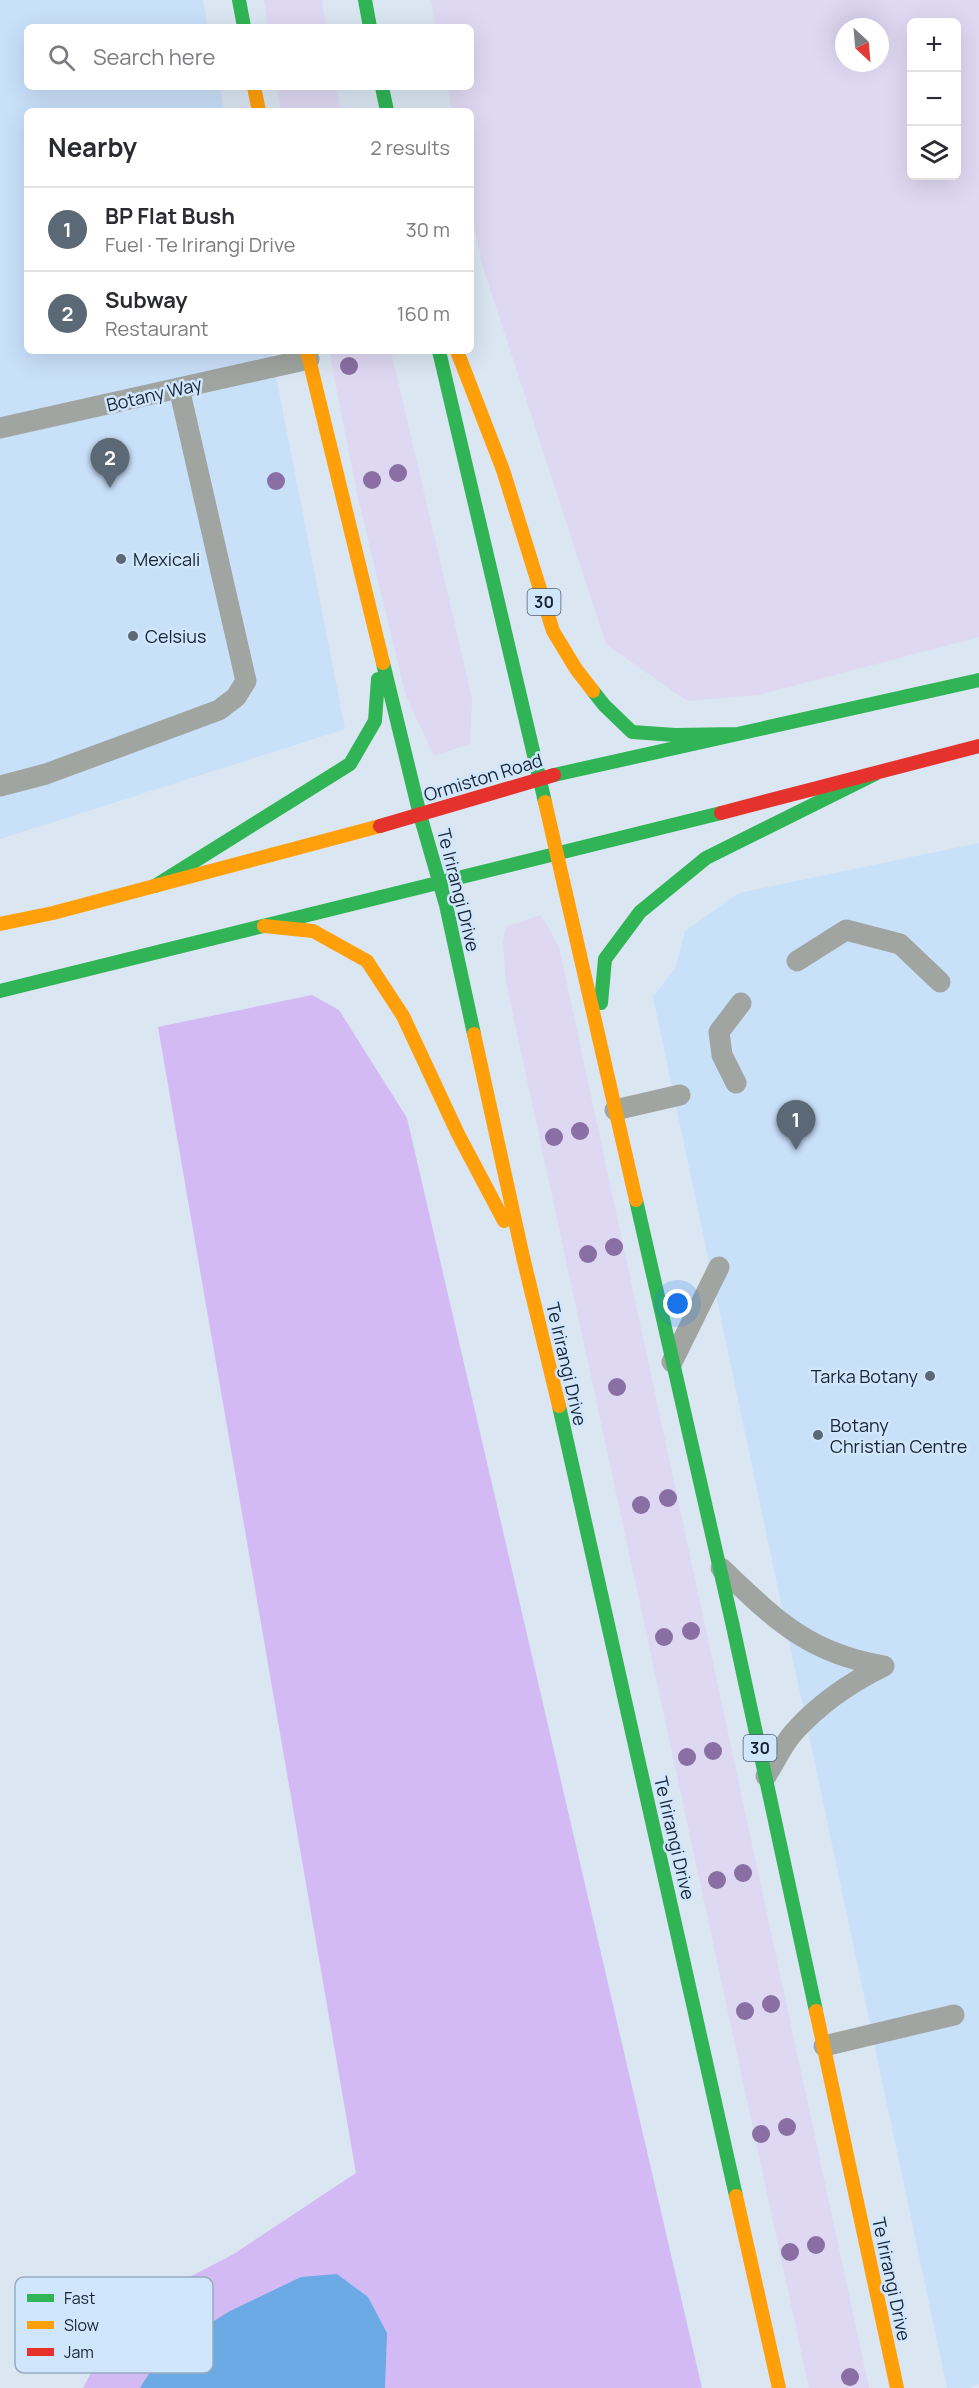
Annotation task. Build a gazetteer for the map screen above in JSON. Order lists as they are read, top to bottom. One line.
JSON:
{"streets":{"main road":["30","Ormiston Road","Te Irirangi Drive"],"lane":["Botany Way"]},"crossings":[["Botany Way","Te Irirangi Drive"],["30","Ormiston Road"],["Ormiston Road","Te Irirangi Drive"]],"places":["Mexicali","Celsius","Tarka Botany","Botany Christian Centre"],"legend":["Fast","Slow","Jam"],"north":"bottom right","page":{"map_buttons":["+","−"],"search":"Search here","heading":["Nearby","2 results"],"list":[{"mark":"1","name":"BP Flat Bush","note":"Fuel · Te Irirangi Drive","value":"30 m"},{"mark":"2","name":"Subway","note":"Restaurant","value":"160 m"}],"pins":["2","1"]}}
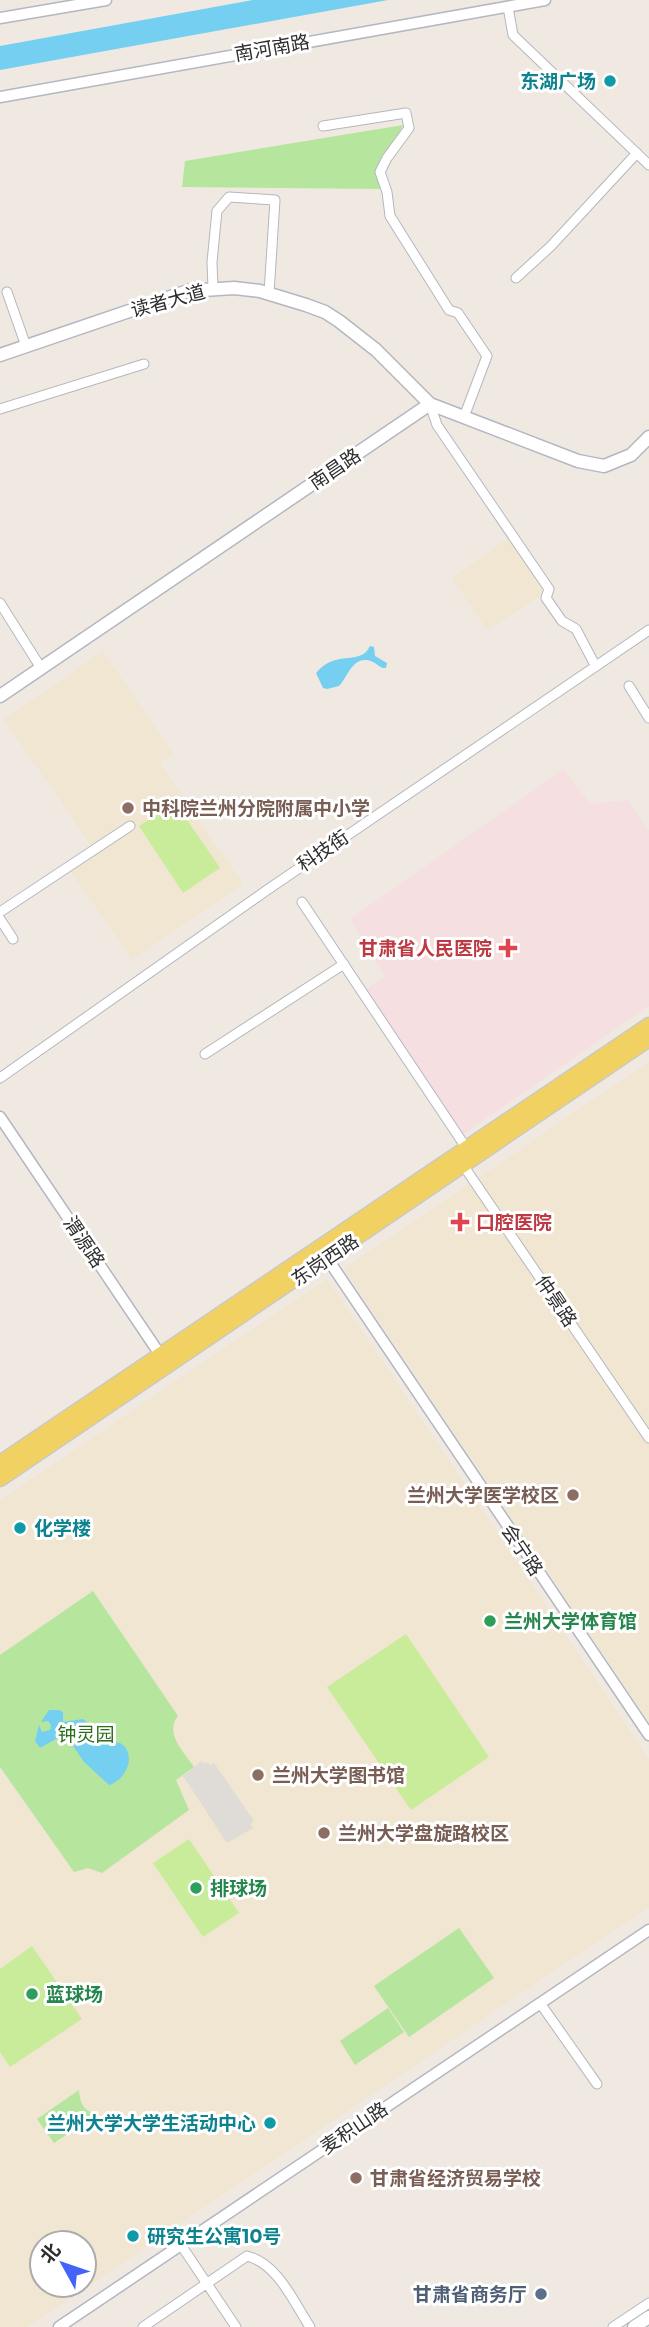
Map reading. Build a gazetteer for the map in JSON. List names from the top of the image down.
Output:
{
  "streets": {
    "main road": ["读者大道", "南昌路", "东岗西路"],
    "street": [
      "南河南路",
      "科技街",
      "渭源路",
      "仲景路",
      "会宁路",
      "麦积山路"
    ]
  },
  "crossings": [
    ["读者大道", "南昌路"],
    ["渭源路", "东岗西路"],
    ["东岗西路", "仲景路"],
    ["东岗西路", "会宁路"]
  ],
  "parks": ["钟灵园"],
  "places": {
    "other": [
      "东湖广场",
      "中科院兰州分院附属中小学",
      "兰州大学医学校区",
      "化学楼",
      "兰州大学体育馆",
      "兰州大学图书馆",
      "兰州大学盘旋路校区",
      "排球场",
      "蓝球场",
      "兰州大学大学生活动中心",
      "甘肃省经济贸易学校",
      "研究生公寓10号",
      "甘肃省商务厅"
    ],
    "health": ["甘肃省人民医院", "口腔医院"]
  },
  "north": "top left"
}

━━━━━━

Write out each line above containing "gazetteer".

### [Answer to this task]
Annotation task. Build a gazetteer for the map screen above in JSON. Order lists as they are read, top to bottom. One line.
Map reading. Build a gazetteer for the map in JSON. List names from the top of the image down.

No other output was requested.